語頭および語中にP音がある商品名 語中にP音がある商品名
ポッキー カプリコ
プリッツ ゼッピン(カレールー)
プッチンプリン カレーポット
パピコ アーモンド・プレミオ
パナップ アーモンド・ピーク
ポスカム タパスタ
パリッテ  
パキッツ  

 「ポッキー」はチョコレートのかかったプレッツェルをポキッと食べるから「ポッキー」、「プリッツ」はプレッツェルに由来する名前でもあり、食べた時の「プツッ」とした音とも関係があるように感じるので、個々の名前も覚え易くなっています。そして、メーカーを通して積極的にP音をネーミングに入れることによって、商品名を口にしたり耳にしたりする度に、消費者にお菓子を口先で咀嚼する動作を潜在的に思い起こさせる工夫をしているのです。

このような、音から受けるイメージや潜在的意識の操作を「音象(おんしょう)sound impression」と呼びます。ことばの音には、それを使う人が発声器官で感じる、共通の印象や効果があることを指します。

長さにモノ言わせた桃屋の“食べるラー油”

 “食べラー”と略されるまでになった食べるラー油。そのブームの火付け役になったのは桃屋の商品だと言われています。

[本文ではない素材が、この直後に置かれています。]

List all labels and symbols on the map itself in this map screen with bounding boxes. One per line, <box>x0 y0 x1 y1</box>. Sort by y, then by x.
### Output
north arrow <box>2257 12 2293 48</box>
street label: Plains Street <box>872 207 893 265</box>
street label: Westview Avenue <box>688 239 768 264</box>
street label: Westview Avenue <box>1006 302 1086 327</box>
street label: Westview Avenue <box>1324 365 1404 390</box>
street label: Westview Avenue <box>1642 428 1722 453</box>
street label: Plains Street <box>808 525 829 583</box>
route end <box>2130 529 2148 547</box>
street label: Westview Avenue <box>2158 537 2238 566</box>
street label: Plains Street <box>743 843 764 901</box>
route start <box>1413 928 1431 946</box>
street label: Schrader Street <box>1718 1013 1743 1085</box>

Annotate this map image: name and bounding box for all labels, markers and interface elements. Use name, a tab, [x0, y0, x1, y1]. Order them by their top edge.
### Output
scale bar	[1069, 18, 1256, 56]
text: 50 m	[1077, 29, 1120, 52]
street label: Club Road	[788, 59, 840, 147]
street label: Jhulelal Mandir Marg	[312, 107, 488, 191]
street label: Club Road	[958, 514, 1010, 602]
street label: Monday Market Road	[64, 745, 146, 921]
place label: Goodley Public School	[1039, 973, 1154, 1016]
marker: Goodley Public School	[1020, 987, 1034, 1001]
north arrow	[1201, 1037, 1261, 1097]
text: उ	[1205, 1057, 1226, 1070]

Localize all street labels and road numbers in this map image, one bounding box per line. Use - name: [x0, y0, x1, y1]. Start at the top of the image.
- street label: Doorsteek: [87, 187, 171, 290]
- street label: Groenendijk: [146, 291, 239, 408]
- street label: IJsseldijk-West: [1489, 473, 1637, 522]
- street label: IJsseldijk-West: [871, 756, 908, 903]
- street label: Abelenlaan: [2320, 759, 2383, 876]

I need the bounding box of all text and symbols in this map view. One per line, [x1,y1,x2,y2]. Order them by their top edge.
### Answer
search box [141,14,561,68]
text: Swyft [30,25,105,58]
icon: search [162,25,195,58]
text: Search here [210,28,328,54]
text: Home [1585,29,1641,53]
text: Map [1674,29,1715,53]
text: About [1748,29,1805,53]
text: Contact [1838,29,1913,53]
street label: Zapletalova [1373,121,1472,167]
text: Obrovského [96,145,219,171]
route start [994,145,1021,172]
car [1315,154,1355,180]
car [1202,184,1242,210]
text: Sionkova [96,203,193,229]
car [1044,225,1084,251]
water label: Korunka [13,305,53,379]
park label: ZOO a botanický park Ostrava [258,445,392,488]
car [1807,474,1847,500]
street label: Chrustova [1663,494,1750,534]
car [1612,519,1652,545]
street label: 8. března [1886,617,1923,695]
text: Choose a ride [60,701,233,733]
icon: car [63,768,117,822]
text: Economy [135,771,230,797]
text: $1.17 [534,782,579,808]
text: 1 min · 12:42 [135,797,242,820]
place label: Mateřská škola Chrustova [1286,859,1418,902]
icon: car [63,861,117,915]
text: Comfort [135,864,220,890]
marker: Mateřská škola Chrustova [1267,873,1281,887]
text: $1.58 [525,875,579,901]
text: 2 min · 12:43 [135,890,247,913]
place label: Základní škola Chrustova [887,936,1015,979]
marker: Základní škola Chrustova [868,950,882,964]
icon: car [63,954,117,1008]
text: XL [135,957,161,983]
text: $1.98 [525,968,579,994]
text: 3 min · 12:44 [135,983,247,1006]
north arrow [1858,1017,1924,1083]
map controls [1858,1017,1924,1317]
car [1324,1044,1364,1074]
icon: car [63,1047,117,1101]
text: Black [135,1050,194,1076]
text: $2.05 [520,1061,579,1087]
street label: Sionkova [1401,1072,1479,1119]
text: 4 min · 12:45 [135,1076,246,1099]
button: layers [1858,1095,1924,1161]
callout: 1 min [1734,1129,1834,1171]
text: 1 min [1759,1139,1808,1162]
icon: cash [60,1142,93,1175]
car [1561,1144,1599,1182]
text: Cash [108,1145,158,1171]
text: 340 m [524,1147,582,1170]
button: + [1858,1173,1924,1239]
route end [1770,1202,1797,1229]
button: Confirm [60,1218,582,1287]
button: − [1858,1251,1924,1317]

 もし、私たちが商品名など一切気にしないで買い物をするなら、桃屋はこの商品の名前をただの「ラー油」にしたはずです。漫画やNHKの料理番組などに登場する場合は、①のような名称表示のみ構いません。しかし、このラー油はこれまでにない具が入っているラー油であることも消費者に知って欲しいはず。そこで②「ラー油」に「具入り」を足してみます。その一方で、ラー油は辛いというイメージが強く、辛いものが得意でない人にも裾野を広げてこの商品を食べてもらいたいとメーカーが考えたとしましょう。こうして③のように「ラー油」に「辛そうで辛くない」というフレーズを添えてみることに。それに、先ほどの「具入り」の文字を加えて、商品名は④の「辛そうで辛くない具入りラー油」となりました。全ての情報が盛り込まれている欲張ったネーミングで、これでOKのように思われます。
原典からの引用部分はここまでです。